A defesa do centro hospitalar é uma causa justa. Os caldenses têm o hábito de se considerarem águas mornas e surpreenderam-se com a dimensão do acontecimento. Tenho ideia que a democracia portuguesa está ávida de causas e do exercício da cidadania, apesar de cansada com a tortuosidade e incoerência das suas organizações tradicionais. Não adianta escamotear que a crise da democracia, e das suas instituições, caminha em paralelo com a financeira.

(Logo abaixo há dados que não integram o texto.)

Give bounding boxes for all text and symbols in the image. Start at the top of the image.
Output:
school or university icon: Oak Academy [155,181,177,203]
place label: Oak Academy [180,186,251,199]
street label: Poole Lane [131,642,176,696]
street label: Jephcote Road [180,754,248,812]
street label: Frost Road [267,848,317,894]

Defende-se de forma acalorada o que se combatia no mesmo registo poucos meses antes e remete-se a prática para uma qualquer alínea de um manual de oportunidades como se fosse ciência política. As inverdades, as recentes e as outras, tiveram sempre a almofada dos intereses partidários ou inconfessáveis e isso gerou desconfiança na democracia.


 


A população caldense, onde se incluem os membros dos movimentos de cidadãos e dos partidos políticos, deu uma excelente resposta, demonstrou que acredita na democracia e que quer preservar o valor estratégico e patrimonial das suas instituições hospitalares. Estão de parabéns os promotores da iniciativa. Espera-se que os decisores tenham a mesma vontade democrática.

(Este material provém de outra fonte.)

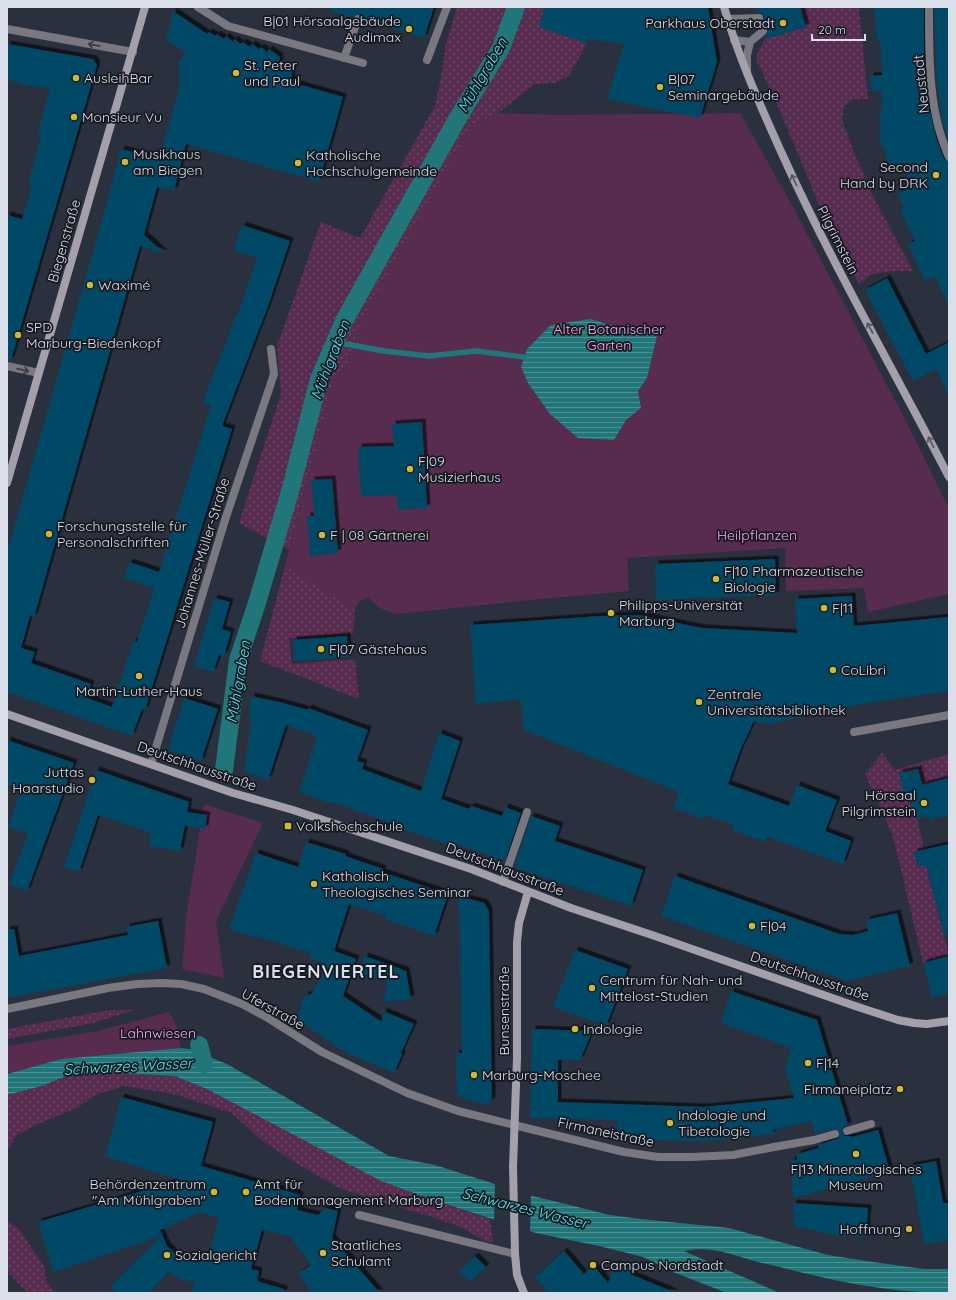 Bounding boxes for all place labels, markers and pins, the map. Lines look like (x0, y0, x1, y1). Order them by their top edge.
place label: B|01 Hörsaalgebäude Audimax (263, 12, 401, 46)
place label: Parkhaus Oberstadt (645, 14, 775, 32)
marker: Parkhaus Oberstadt (778, 18, 788, 28)
marker: B|01 Hörsaalgebäude Audimax (404, 24, 414, 34)
place label: St. Peter und Paul (244, 56, 300, 90)
marker: St. Peter und Paul (231, 68, 241, 78)
place label: AusleihBar (84, 69, 153, 87)
place label: B|07 Seminargebäude (668, 70, 779, 104)
marker: AusleihBar (71, 73, 81, 83)
marker: B|07 Seminargebäude (655, 82, 665, 92)
place label: Monsieur Vu (82, 108, 162, 126)
marker: Monsieur Vu (69, 112, 79, 122)
place label: Musikhaus am Biegen (133, 145, 202, 179)
place label: Katholische Hochschulgemeinde (306, 146, 437, 180)
marker: Musikhaus am Biegen (120, 157, 130, 167)
marker: Katholische Hochschulgemeinde (293, 158, 303, 168)
place label: Second Hand by DRK (840, 158, 928, 192)
marker: Second Hand by DRK (931, 170, 941, 180)
place label: Waximé (98, 276, 150, 294)
marker: Waximé (85, 280, 95, 290)
place label: SPD Marburg-Biedenkopf (26, 318, 161, 352)
marker: SPD Marburg-Biedenkopf (13, 330, 23, 340)
place label: F|09 Musizierhaus (418, 452, 501, 486)
marker: F|09 Musizierhaus (405, 464, 415, 474)
place label: Forschungsstelle für Personalschriften (57, 517, 188, 551)
place label: F | 08 Gärtnerei (330, 526, 429, 544)
marker: Forschungsstelle für Personalschriften (44, 529, 54, 539)
marker: F | 08 Gärtnerei (317, 530, 327, 540)
place label: F|10 Pharmazeutische Biologie (724, 562, 864, 596)
marker: F|10 Pharmazeutische Biologie (711, 574, 721, 584)
place label: Philipps-Universität Marburg (619, 596, 743, 630)
place label: F|11 (832, 599, 853, 617)
marker: F|11 (819, 603, 829, 613)
marker: Philipps-Universität Marburg (606, 608, 616, 618)
place label: F|07 Gästehaus (329, 640, 427, 658)
marker: F|07 Gästehaus (316, 644, 326, 654)
place label: CoLibri (841, 661, 886, 679)
marker: CoLibri (828, 665, 838, 675)
marker: Martin-Luther-Haus (134, 671, 144, 681)
place label: Martin-Luther-Haus (76, 682, 202, 700)
place label: Zentrale Universitätsbibliothek (707, 685, 846, 719)
marker: Zentrale Universitätsbibliothek (694, 697, 704, 707)
place label: Juttas Haarstudio (12, 763, 84, 797)
marker: Juttas Haarstudio (87, 775, 97, 785)
place label: Hörsaal Pilgrimstein (841, 786, 916, 820)
marker: Hörsaal Pilgrimstein (919, 798, 929, 808)
place label: Volkshochschule (296, 817, 403, 835)
marker: Volkshochschule (283, 821, 293, 831)
place label: Katholisch Theologisches Seminar (322, 867, 472, 901)
marker: Katholisch Theologisches Seminar (309, 879, 319, 889)
place label: F|04 (760, 917, 787, 935)
marker: F|04 (747, 921, 757, 931)
place label: Centrum für Nah- und Mittelost-Studien (600, 971, 743, 1005)
marker: Centrum für Nah- und Mittelost-Studien (587, 983, 597, 993)
place label: Indologie (583, 1020, 643, 1038)
marker: Indologie (570, 1024, 580, 1034)
place label: F|14 (816, 1054, 839, 1072)
marker: F|14 (803, 1058, 813, 1068)
place label: Marburg-Moschee (482, 1066, 601, 1084)
marker: Marburg-Moschee (469, 1070, 479, 1080)
place label: Firmaneiplatz (804, 1080, 892, 1098)
marker: Firmaneiplatz (895, 1084, 905, 1094)
place label: Indologie und Tibetologie (678, 1106, 766, 1140)
marker: Indologie und Tibetologie (665, 1118, 675, 1128)
marker: F|13 Mineralogisches Museum (851, 1149, 861, 1159)
place label: F|13 Mineralogisches Museum (791, 1160, 921, 1194)
place label: Behördenzentrum "Am Mühlgraben" (90, 1175, 206, 1209)
place label: Amt für Bodenmanagement Marburg (254, 1175, 443, 1209)
marker: Behördenzentrum "Am Mühlgraben" (209, 1187, 219, 1197)
marker: Amt für Bodenmanagement Marburg (241, 1187, 251, 1197)
place label: Hoffnung (839, 1220, 901, 1238)
marker: Hoffnung (904, 1224, 914, 1234)
place label: Staatliches Schulamt (331, 1236, 401, 1270)
place label: Sozialgericht (175, 1246, 257, 1264)
marker: Staatliches Schulamt (318, 1248, 328, 1258)
marker: Sozialgericht (162, 1250, 172, 1260)
place label: Campus Nordstadt (601, 1256, 724, 1274)
marker: Campus Nordstadt (588, 1260, 598, 1270)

quinta-feira, 23 de fevereiro de 2012

amanhã, às 20h00

 


 


As escolas portuguesas têm sido alvo de uma lapidação semelhante à dos centros hospitalares. O argumento das nefastas parcerias público-privado tem os mesmos contornos e nas Caldas da Rainha também. Lamento a indiferença das populações em relação ao processo no sistema escolar. Não o escrevo com mágoa. Sublinho-o para significar aos profissionais de saúde o importante e merecido apoio que se vai registando e para que não se iludam com os apoios de circunstância. Amanhã, às 20h00, lá estarei a abraçar o centro hospitalar das Caldas da Rainha. É uma causa justa.


 


 


quinta-feira, 16 de fevereiro de 2012

em defesa de um hospital

 


 


 


As noites têm estado muito frias e convidam a ficar em casa. Tinham-me falado num movimento de cidadania em defesa da não "amputação" do hospital das Caldas da Rainha e, como considerei a acção justa, marquei presença. Discutiu-se a possibilidade da passagem de uma série de valências hospitalares para Torres Vedras. Encontrei, às 21h00, o pequeno auditório do Centro Cultural e de Congressos com a lotação esgotada. É inegável o valor estratégico de um centro hospitalar e compreende-se que uma comunidade saia em defesa da sua manutenção.


 


Ouvi argumentos bem sustentados que passaram pelo planeamento do serviço nacional de saúde e pela associação do centro hospitalar aos significados intemporais do hospital termal.


 


A espécie de geocentrismo regional das Caldas da Rainha no sub-sistema de saúde é uma evidência. Se o que está, ou estava, em causa é a passagem de um vasto conjunto de valências hospitalares para Torres Vedras, o argumento fica comprometido se se pensar na existência de hospitais novos em Loures (a 15 minutos de Torres Vedras) e em Vila Franca de Xira.


 


Existe um receio, que me pareceu fundado, de se "aproveitarem", nesta fase de cortes desesperados na despesa, os sucessivos erros no desenvolvimento do concelho das Caldas da Rainha. A aposta quase exclusiva no imobiliário revelou-se desastrosa e retirou capacidade argumentativa à massa crítica da sua comunidade.


 


Por outro lado, e de acordo com os constrangimentos financeiros do país, importa sublinhar o que existe: o hospital de Torres Vedras tem onze especialidades e o das Caldas da Rainha vinte e três e abrange 229 mil habitantes


 


É conhecido o valor patrimonial e económico do hospital termal das Caldas da Rainha (1435) e da sua área envolvente. A presença de um centro hospitalar na cidade é uma garantia para a sua sobrevivência e desenvolvimento e para a qualidade dos serviços prestados nos domínios da reumatologia e da dermatologia.


 


Registei diversas intervenções que salientaram a qualidade dos serviços prestados pelo centro hospitalar ao longo dos anos.


 


É interessante perceber que ainda recentemente existiu uma promessa de um novo hospital. Pouco depois, a intenção transformou-se numa ampliação do que existe e desta vez a comunidade é confrontada com a ameaça de "amputação".


 


Será lançada uma petição e um convite para a presença numa assembleia municipal no dia 21 de Fevereiro de 2012. Foi agendado um abraço ao hospital para o dia 24 de Fevereiro de 2012, às 20h00.